Intel Labs’ research contributions include training encoding models that can transfer across fMRI responses to stories and movies, a scalable framework for automatic generation of counterfactual examples using text-to-image diffusion models, and the first learning-based method for event-to-point cloud registration.
Main Conference Papers
A*Net: A Scalable Path-based Reasoning Approach for Knowledge Graphs
Reasoning on large-scale knowledge graphs has been long dominated by embedding methods. While path-based methods possess the inductive capacity that embeddings lack, their scalability is limited by the exponential number of paths. This work presents A*Net, a scalable path-based method for knowledge graph reasoning. Inspired by the A* algorithm for shortest path problems, our A*Net learns a priority function to select important nodes and edges at each iteration, to reduce time and memory footprint for both training and inference. The ratio of selected nodes and edges can be specified to trade off between performance and efficiency.
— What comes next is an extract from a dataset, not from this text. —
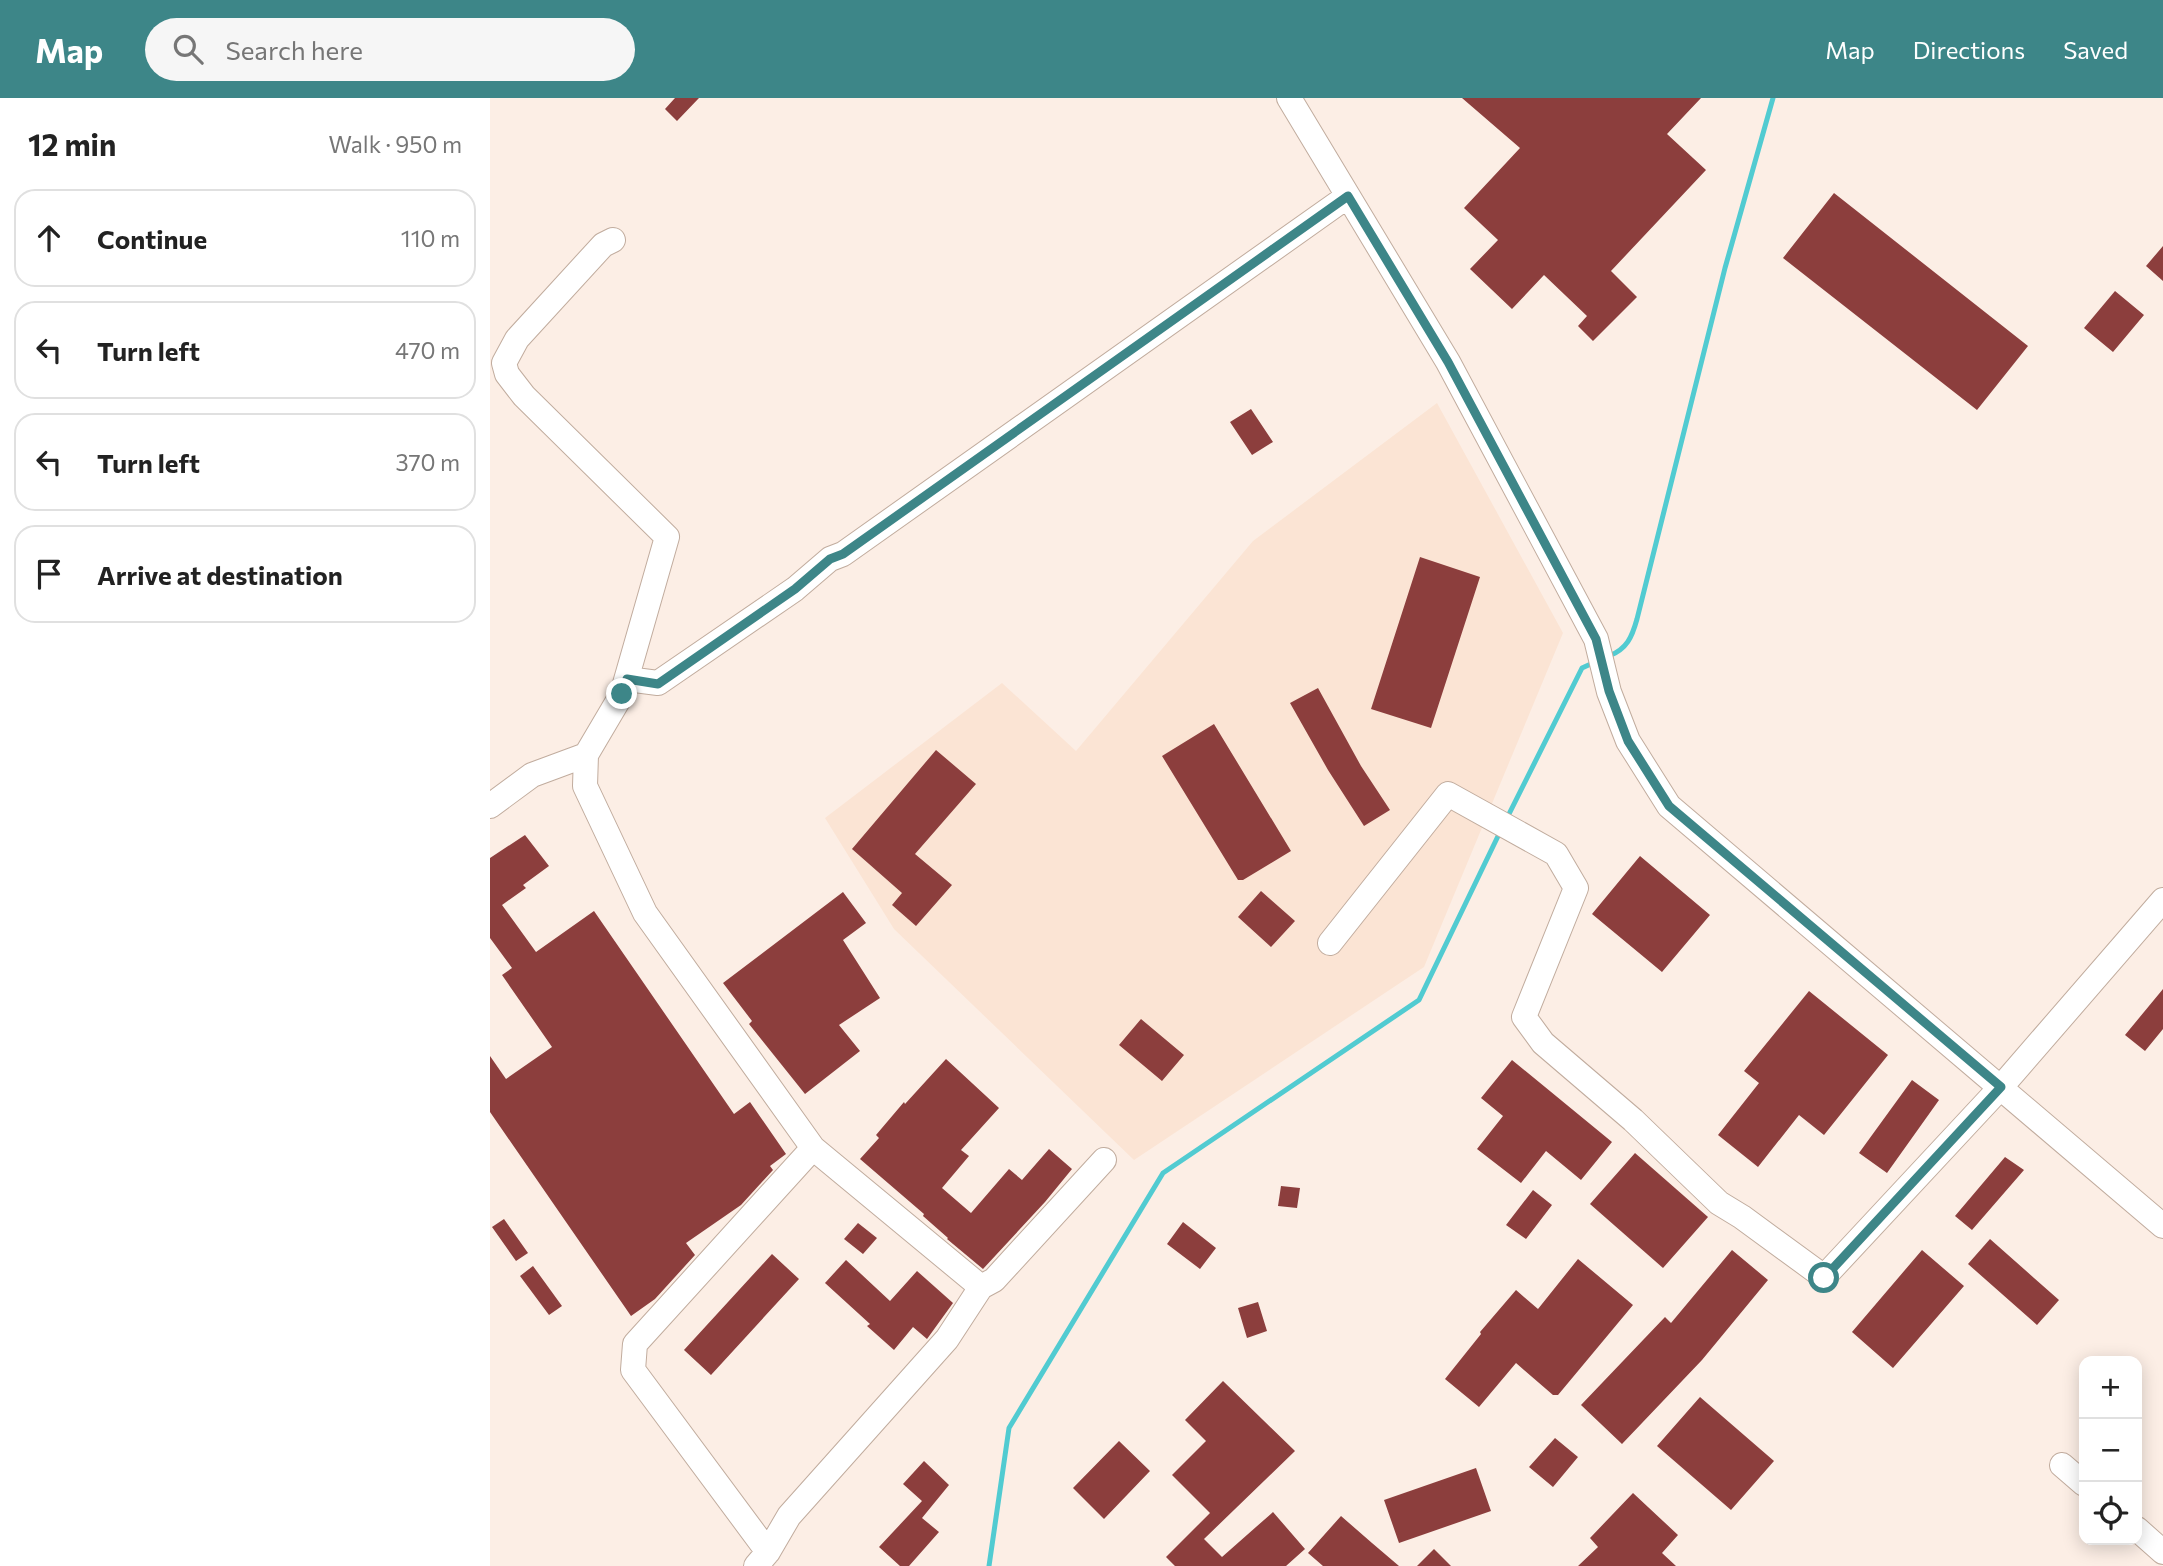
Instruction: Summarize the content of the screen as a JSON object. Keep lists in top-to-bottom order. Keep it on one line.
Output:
{"page":{"header":"Map","search":"Search here","nav":["Map","Directions","Saved"],"heading":["12 min","Walk · 950 m"],"list":[["Continue","110 m"],["Turn left","470 m"],["Turn left","370 m"],"Arrive at destination"],"map_buttons":["+","−"]}}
Experiments on both transductive and inductive knowledge graph reasoning benchmarks show that A*Net achieves competitive performance with existing state-of-the-art path-based methods, while merely visiting 10% nodes and 10% edges at each iteration. On a million-scale dataset ogbl-wikikg2, A*Net not only achieves a new state-of-the-art result, but also converges faster than embedding methods. A*Net is the first path-based method for knowledge graph reasoning at such scale.
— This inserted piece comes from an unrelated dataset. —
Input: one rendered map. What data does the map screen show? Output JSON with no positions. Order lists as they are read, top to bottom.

Brain Encoding Models based on Multimodal Transformers can Transfer Across Language and Vision
Encoding models have been used to assess how the human brain represents concepts in language and vision. While language and vision rely on similar concept representations, current encoding models are typically trained and tested on brain responses to each modality in isolation. Recent advances in multimodal pretraining have produced transformers that can extract aligned representations of concepts in language and vision. In this work, researchers used representations from multimodal transformers to train encoding models that can transfer across fMRI responses to stories and movies. Results showed that encoding models trained on brain responses to one modality can successfully predict brain responses to the other modality, particularly in cortical regions that represent conceptual meaning. Further analysis of these encoding models revealed shared semantic dimensions that underlie concept representations in language and vision. Comparing encoding models trained using representations from multimodal and unimodal transformers, we found that multimodal transformers learn more aligned representations of concepts in language and vision. The results demonstrate how multimodal transformers can provide insights into the brain's capacity for multimodal processing.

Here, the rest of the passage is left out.